■ Required action:
Begin at the first line of the data and copy each line through the one containing "margin:0; font-family:Cardo,serif; background:var(--page);", that line included, with no pictures.
● ● ●
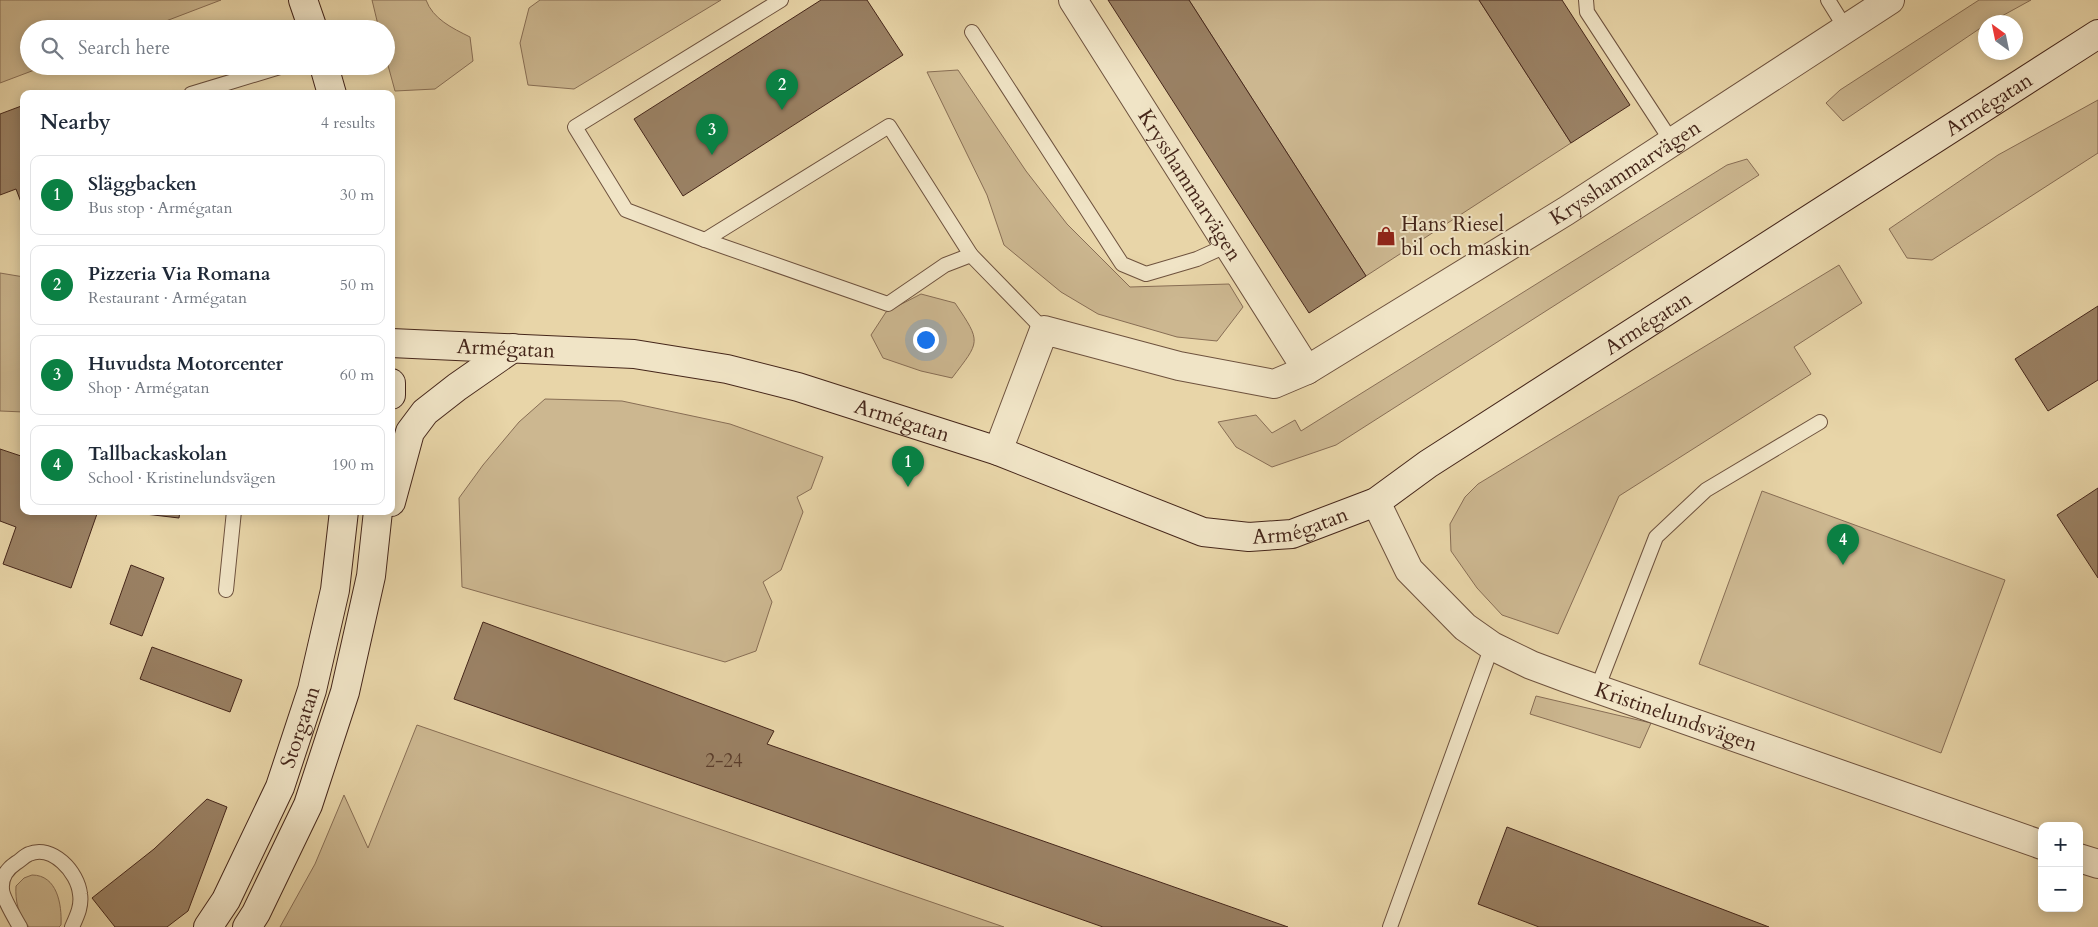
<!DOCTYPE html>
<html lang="en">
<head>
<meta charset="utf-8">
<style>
	:root { --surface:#fff; --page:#f6f6f7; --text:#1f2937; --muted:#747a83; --line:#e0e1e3; --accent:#0b8043 }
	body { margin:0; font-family:Cardo,serif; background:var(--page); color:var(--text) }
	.controls { position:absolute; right:15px; bottom:15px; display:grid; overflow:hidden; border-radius:10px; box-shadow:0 2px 12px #0003 }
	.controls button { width:45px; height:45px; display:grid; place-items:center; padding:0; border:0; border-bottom:1px solid var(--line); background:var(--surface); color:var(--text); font:25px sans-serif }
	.compass { position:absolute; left:1978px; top:15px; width:45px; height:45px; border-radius:50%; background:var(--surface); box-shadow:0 2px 12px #0003; rotate:327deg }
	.you { position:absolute; left:925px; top:339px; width:18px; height:18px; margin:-12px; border:4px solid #fff; border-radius:50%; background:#1a73e8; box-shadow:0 0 0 8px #1a73e833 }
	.badge { display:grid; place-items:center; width:32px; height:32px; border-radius:50%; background:var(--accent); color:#fff; font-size:16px; font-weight:700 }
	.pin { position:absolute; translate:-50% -41px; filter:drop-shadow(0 1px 2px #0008) }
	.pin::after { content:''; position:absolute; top:26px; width:18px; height:15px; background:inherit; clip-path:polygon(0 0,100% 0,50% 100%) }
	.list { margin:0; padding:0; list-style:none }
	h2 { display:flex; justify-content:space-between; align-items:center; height:65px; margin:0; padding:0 20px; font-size:21px }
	h2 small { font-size:16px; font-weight:400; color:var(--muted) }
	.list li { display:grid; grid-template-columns:32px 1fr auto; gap:15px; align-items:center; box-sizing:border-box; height:80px; margin:0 10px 10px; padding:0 10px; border:1px solid var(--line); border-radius:10px }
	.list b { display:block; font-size:19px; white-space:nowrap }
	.list p { margin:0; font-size:16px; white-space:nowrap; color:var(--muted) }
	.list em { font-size:16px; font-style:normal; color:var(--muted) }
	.icon { flex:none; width:28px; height:28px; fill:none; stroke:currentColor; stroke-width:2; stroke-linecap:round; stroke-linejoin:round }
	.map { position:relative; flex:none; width:2098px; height:927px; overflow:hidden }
	.search { position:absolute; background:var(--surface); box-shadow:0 2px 12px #0003; left:20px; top:20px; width:375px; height:55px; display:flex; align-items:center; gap:12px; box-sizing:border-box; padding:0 18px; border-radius:28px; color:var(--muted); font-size:19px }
	.panel { position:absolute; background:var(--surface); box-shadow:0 2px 12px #0003; left:20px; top:90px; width:375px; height:425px; border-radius:10px }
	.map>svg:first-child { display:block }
</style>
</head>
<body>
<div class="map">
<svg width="2098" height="927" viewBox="0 0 2098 927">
	<rect width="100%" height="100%" fill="#e8d5a8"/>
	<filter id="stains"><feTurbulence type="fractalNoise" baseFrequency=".004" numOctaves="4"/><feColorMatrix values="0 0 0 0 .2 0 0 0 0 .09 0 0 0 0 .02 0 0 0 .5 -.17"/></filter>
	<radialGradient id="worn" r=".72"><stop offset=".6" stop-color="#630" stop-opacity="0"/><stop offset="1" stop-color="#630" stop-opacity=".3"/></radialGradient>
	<g fill="#ccb790" stroke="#886e55">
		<path d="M 0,0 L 221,0 L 145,29 L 29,29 L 29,66 L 45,66 L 0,83 Z"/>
		<path d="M 372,0 L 426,0 C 433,19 452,28 470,37 L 473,61 L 435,89 L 395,91 L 386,58 L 386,29 L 379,29 Z"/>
		<path d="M 540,0 L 721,0 L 574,89 L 528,85 L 520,43 L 529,8 Z"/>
		<path d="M 1189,0 L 1479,0 L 1571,143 L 1366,276 Z"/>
		<path d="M 1979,0 L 2031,0 L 1991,22 L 1986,22 L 1985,25 L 1843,121 L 1826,103 L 1840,90 Z"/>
		<path d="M 958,70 L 1026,171 L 1067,224 L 1130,287 L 1229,284 L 1243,307 L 1217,341 L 1177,337 L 1098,314 L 1061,292 L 1004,245 L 987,195 L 927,72 Z"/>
		<path d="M 2098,100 L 2098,153 L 1932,260 L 1907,258 L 1889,229 L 1998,155 Z"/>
		<path d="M 1747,159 L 1759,175 L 1336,445 L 1272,467 L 1236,447 L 1218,422 L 1256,415 L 1272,433 L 1295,420 L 1301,431 L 1727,165 Z"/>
		<path d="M 1839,265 L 1862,303 L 1794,347 L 1811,374 L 1619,496 L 1558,634 L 1502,615 L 1477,588 L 1451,551 L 1450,524 L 1465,497 L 1478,484 Z"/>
		<path d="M 0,273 L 24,277 L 24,412 L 0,411 Z"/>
		<path d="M 921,294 L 955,303 C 982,343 980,341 952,378 L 921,371 L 883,358 L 871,335 L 886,312 Z"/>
		<path d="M 545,399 L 622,401 L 730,424 L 823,457 L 811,489 L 797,497 L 803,512 L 781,570 L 763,582 L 772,602 L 756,651 L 725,662 L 462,587 L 459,498 L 483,465 L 519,422 Z"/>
		<path d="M 1762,491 L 2005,580 L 1941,753 L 1699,664 Z"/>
		<path d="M 1536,696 L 1651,723 L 1640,748 L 1530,714 Z"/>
		<path d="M 417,725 L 1004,927 L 280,927 L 315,864 L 344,795 L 368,848 Z"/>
		<path d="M 32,875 C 57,875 62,904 61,925 L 59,927 L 29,927 C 18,915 15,900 16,886 L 24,878 Z"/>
	</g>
	<g fill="#9a8164" stroke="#45261a">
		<path d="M 821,0 L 867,0 L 903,55 L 683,196 L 634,119 Z"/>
		<path d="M 1108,0 L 1189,0 L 1366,276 L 1309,313 Z"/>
		<path d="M 1479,0 L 1562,0 L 1630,105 L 1571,143 Z"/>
		<path d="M 24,105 L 24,210 L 16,189 L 0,195 L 0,114 Z"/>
		<path d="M 2098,306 L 2098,380 L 2048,411 L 2015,359 Z"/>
		<path d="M 0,449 L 24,457 L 24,511 L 98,511 L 71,588 L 3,564 L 16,527 L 0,521 Z"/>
		<path d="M 2098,488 L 2098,578 L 2057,515 Z"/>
		<path d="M 146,511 L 180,511 L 179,518 L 145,514 Z"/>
		<path d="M 131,565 L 164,578 L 142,636 L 110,624 Z"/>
		<path d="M 483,622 L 774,731 L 767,744 L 1288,927 L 1103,927 L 454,699 Z"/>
		<path d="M 152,647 L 242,680 L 230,712 L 140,679 Z"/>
		<path d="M 207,799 L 227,807 L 188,911 L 167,927 L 115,927 L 92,898 L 154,849 Z"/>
		<path d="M 1507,827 L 1769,927 L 1539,927 L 1478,904 Z"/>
	</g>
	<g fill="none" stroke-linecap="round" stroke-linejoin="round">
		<defs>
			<g id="lane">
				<path d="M 781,0 L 575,127 L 626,210 L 705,240 L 888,304 L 945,265 L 971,255"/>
				<path d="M 1586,0 L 1587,12 L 1672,142"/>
				<path d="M 1828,0 L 1846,29"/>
				<path d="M 972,32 L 1122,264 L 1146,274 L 1197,259 L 1228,245"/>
				<path d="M 191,94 L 283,66"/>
				<path d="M 705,240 L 889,126 L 971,255 L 1044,330"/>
				<path d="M 226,590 L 234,511"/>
				<path d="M 1597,689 L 1656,537 L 1706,490 L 1820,422"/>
				<path d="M 20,927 C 15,918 2,897 2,889 C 1,877 7,869 16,863 C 20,861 24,856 29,854 C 52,844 78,872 80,894 C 82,906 77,916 72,927"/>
				<path d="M 1390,927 L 1492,646"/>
			</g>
			<g id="street">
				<path id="s1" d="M 1073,0 L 1307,370"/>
				<path id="s2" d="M 998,451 L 1044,330 L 1179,366 L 1274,384 L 1307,370 L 1566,211 L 1890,0"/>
				<path id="s3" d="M 1376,502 L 1409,570 L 1465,627 L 1492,646 L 1531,665 L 1566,678 L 2042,845"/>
				<path d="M 2079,858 L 2098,864"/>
			</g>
			<g id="secondary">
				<path d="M 303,0 L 313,29"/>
				<path d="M 324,66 L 332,94"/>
				<path id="s4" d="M 391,343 L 634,354 L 727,369 L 798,387 L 998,451 L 1203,532 L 1249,537 L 1292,534 L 1376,502 L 1428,464 L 2098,34"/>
				<path d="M 391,383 L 391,395"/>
				<path d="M 391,502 L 410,432 L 425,412 L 457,387 L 513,348"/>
				<path id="s5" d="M 208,927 L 226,900 L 280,787 L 312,690 L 335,590 L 344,511"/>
				<path d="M 247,927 L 256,913 L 308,805 L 345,692 L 371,576 L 378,511"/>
			</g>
		</defs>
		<use href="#lane" stroke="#6e523e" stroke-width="16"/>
		<use href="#street" stroke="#6e523e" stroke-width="30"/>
		<use href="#secondary" stroke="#45261a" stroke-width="30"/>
		<use href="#lane" stroke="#f0e4c6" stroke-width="14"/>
		<use href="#street" stroke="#f0e4c6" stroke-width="28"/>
		<use href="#secondary" stroke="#f0e4c6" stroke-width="28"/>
	</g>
	<defs>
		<symbol id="shop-bare" viewBox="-9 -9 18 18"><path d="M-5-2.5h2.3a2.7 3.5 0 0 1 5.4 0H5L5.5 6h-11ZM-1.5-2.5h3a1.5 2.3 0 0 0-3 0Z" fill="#8f2418" stroke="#f0e4c6" stroke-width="2.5" paint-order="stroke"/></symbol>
	</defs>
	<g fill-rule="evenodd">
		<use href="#shop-bare" x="1372" y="222" width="28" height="28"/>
	</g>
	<g text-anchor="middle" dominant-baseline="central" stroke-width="4" stroke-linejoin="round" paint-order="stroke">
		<g font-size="19" fill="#5a3d2c">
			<text x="724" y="761">2-24</text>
		</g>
		<g font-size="21" fill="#45261a" stroke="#f0e4c6">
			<text stroke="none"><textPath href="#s4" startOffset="1751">Armégatan</textPath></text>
			<text stroke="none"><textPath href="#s2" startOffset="776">Krysshammarvägen</textPath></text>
			<text stroke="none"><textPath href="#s1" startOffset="219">Krysshammarvägen</textPath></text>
			<text stroke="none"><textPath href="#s4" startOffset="1346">Armégatan</textPath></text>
			<text stroke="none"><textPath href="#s4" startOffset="115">Armégatan</textPath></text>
			<text stroke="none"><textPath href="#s4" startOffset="520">Armégatan</textPath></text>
			<text stroke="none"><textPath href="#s4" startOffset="940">Armégatan</textPath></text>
			<text stroke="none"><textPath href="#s3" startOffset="386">Kristinelundsvägen</textPath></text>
			<text stroke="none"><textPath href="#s5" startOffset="221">Storgatan</textPath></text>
		</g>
		<g font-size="21" fill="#45261a" stroke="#f0e4c6" text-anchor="start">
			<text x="1401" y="224">Hans Riesel<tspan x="1401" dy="24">bil och maskin</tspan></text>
		</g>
	</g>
	<rect width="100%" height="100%" filter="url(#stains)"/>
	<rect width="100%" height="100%" fill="url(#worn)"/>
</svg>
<div class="controls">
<button>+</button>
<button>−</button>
</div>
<svg class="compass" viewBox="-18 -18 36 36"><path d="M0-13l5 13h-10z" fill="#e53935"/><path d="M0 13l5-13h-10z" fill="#747a83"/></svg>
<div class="you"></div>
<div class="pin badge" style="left:908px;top:487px">1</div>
<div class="pin badge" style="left:782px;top:110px">2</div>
<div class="pin badge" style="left:712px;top:155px">3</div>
<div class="pin badge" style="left:1843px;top:565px">4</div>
<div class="search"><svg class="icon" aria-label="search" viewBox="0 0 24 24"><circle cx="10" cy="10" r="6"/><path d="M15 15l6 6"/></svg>Search here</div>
<section class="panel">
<h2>Nearby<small>4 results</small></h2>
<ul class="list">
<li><span class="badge">1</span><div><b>Släggbacken</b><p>Bus stop · Armégatan</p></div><em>30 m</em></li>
<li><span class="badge">2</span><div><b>Pizzeria Via Romana</b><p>Restaurant · Armégatan</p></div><em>50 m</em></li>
<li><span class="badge">3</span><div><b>Huvudsta Motorcenter</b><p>Shop · Armégatan</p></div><em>60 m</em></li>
<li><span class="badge">4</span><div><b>Tallbackaskolan</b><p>School · Kristinelundsvägen</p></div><em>190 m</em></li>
</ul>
</section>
</div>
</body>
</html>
● ● ●
■ Solution to this task:
<!DOCTYPE html>
<html lang="en">
<head>
<meta charset="utf-8">
<style>
	:root { --surface:#fff; --page:#f6f6f7; --text:#1f2937; --muted:#747a83; --line:#e0e1e3; --accent:#0b8043 }
	body { margin:0; font-family:Cardo,serif; background:var(--page); color:var(--text) }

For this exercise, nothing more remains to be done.